Se l’orario di lavoro totale dei genitori fosse di dodici ore invece di quindici, molti bambini in particolare avrebbero una vita migliore, con più tranquillità e più tempo con genitori meno stanchi. Quindi possiamo piuttosto guidare un po’ più tardi nella vita.
Le giornate lavorative intere non possono essere impegnative anche per i bambini in età scolare? Sì, e forse la cava si sta muovendo ancora più forte. Ma i bambini sono, dopotutto, più indipendenti. Molti hanno anche finanze migliori, che possono ridurre i tassi di posti vacanti per periodi.
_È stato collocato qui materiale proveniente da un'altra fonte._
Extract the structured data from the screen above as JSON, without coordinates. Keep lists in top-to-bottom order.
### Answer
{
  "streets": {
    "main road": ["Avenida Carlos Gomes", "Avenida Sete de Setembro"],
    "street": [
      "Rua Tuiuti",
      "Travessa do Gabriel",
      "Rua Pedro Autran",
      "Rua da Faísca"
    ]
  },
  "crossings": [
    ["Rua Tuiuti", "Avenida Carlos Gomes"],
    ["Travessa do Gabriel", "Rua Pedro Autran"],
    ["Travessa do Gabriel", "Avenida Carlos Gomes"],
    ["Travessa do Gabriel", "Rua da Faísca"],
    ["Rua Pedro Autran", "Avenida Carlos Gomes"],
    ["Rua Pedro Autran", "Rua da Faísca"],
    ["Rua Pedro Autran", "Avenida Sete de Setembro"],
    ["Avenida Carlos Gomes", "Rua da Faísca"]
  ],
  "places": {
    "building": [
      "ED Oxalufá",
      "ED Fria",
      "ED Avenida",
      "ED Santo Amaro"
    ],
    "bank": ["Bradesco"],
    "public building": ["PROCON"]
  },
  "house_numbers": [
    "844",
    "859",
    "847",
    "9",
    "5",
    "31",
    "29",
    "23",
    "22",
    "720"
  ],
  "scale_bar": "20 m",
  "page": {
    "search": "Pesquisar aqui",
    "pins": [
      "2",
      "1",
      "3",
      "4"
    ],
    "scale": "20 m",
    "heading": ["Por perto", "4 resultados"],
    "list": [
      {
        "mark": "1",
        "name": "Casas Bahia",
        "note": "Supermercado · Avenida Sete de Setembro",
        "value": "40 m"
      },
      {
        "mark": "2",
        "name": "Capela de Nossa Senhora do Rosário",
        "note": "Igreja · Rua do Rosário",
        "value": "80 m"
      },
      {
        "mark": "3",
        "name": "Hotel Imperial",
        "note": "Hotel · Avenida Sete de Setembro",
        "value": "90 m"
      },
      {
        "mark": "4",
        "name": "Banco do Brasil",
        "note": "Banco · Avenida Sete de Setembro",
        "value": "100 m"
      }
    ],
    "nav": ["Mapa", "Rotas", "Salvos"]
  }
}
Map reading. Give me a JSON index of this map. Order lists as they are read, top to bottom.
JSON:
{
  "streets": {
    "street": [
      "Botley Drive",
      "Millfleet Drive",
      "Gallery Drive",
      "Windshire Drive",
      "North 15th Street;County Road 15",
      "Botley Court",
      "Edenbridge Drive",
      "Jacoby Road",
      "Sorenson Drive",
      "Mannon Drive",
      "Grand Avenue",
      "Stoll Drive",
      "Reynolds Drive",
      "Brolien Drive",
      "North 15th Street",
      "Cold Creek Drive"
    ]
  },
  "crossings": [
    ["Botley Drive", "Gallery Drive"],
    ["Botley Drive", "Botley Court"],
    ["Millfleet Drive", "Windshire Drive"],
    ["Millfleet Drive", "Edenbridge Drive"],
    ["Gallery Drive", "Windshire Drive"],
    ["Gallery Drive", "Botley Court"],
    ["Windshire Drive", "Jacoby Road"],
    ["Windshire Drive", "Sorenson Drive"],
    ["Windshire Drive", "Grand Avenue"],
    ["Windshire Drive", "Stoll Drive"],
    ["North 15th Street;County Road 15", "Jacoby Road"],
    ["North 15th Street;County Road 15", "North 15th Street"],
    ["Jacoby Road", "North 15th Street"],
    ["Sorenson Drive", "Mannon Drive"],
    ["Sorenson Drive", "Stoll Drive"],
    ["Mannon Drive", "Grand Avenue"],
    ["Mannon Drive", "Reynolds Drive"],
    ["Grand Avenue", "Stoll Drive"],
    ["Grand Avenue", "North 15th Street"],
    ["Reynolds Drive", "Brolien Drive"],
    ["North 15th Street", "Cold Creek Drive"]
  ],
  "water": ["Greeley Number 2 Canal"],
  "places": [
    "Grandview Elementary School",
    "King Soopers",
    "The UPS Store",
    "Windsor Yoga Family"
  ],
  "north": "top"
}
Ma per quanto riguarda infermieri e insegnanti e persone con lavori fisicamente impegnativi, non possono anche aver bisogno di una giornata lavorativa di sei ore? Sì, almeno negli ultimi anni di una vita professionale che, in futuro, durerà forse più di oggi. Questo dovrebbe essere il prossimo obiettivo, parte II della riforma delle sei ore.
La giornata di sei ore avrebbe potuto essere la norma per molto tempo, introdotta gradualmente seguendo tutti i salti quantici tecnologici. Invece, abbiamo lasciato che l’avidità ci spingesse a dare priorità alla crescita, a più soldi e a più prosperità ben oltre ciò che il pianeta può sostenere.
Ogni fase della vita comporta una presa di coscienza tardiva della posta in gioco, ma non è troppo tardi per coloro che possono diventare genitori.